(Extracted data entries)
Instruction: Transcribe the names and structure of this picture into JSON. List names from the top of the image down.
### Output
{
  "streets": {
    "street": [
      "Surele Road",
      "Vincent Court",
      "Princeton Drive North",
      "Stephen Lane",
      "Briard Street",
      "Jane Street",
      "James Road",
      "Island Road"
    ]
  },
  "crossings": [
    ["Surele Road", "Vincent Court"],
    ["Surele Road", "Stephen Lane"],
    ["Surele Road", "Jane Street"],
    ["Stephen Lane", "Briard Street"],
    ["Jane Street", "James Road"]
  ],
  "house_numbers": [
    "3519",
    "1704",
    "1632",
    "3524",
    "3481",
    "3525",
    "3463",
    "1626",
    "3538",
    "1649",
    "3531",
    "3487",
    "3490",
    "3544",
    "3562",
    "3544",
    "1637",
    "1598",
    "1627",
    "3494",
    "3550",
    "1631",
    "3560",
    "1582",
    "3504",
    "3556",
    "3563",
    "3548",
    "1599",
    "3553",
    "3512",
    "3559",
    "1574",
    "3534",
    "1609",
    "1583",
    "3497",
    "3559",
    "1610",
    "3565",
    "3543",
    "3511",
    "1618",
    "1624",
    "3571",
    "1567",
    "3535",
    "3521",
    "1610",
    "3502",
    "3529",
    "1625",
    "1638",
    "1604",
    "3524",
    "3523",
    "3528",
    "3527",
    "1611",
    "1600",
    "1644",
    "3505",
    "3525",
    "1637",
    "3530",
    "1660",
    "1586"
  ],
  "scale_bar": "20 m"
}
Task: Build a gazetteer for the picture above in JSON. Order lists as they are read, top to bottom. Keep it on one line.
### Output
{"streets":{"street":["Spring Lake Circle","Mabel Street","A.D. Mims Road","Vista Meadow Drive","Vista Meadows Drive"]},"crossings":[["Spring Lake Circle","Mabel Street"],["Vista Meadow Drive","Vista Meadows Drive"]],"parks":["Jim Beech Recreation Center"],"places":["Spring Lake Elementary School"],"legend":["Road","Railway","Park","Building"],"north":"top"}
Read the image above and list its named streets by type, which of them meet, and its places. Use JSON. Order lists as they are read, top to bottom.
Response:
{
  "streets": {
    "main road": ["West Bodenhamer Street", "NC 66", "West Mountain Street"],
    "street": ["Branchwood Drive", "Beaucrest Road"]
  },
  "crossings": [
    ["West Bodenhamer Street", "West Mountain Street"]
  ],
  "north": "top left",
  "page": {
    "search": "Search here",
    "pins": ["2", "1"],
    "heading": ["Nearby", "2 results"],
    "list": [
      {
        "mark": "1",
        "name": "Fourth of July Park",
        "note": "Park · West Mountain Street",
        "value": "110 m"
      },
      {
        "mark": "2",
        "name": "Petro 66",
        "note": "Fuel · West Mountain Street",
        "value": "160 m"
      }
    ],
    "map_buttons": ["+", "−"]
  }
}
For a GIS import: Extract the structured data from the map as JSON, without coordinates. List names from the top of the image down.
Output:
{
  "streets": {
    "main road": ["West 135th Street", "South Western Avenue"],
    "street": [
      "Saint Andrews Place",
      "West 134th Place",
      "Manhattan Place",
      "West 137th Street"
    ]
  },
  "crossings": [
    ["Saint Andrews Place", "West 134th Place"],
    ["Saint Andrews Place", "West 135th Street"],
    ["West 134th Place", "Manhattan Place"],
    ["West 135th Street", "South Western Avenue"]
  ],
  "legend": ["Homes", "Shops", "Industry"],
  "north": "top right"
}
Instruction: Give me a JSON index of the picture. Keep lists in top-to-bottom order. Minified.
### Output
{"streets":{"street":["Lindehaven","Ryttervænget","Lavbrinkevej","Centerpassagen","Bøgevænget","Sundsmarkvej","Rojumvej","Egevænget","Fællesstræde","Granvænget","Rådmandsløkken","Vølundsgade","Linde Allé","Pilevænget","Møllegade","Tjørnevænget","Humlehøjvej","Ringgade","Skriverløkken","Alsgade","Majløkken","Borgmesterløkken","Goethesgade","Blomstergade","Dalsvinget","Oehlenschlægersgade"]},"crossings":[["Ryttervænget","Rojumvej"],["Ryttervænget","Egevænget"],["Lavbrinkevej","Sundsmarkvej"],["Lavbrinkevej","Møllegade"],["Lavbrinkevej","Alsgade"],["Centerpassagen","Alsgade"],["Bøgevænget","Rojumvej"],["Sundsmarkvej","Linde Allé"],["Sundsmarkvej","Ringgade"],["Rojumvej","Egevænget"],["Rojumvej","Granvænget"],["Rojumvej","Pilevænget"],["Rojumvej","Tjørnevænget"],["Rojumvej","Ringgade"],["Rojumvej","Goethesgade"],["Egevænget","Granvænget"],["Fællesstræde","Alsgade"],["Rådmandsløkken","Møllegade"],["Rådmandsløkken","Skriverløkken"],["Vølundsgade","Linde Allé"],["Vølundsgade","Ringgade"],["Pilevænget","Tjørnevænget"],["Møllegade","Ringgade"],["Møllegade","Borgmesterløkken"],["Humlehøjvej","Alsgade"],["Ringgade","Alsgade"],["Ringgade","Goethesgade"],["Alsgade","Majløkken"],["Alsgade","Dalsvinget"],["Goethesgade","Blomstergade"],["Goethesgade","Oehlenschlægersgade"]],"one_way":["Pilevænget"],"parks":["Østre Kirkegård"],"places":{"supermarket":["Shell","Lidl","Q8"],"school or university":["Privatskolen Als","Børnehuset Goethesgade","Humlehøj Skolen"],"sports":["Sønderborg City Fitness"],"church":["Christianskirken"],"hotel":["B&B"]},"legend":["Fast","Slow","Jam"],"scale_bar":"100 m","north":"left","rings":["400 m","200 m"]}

EXERCISE ▸
Taking the entries as a whole, work out how many lines contain the string "main". Respond with only the number.

EXERCISE RESPONSE ▸
2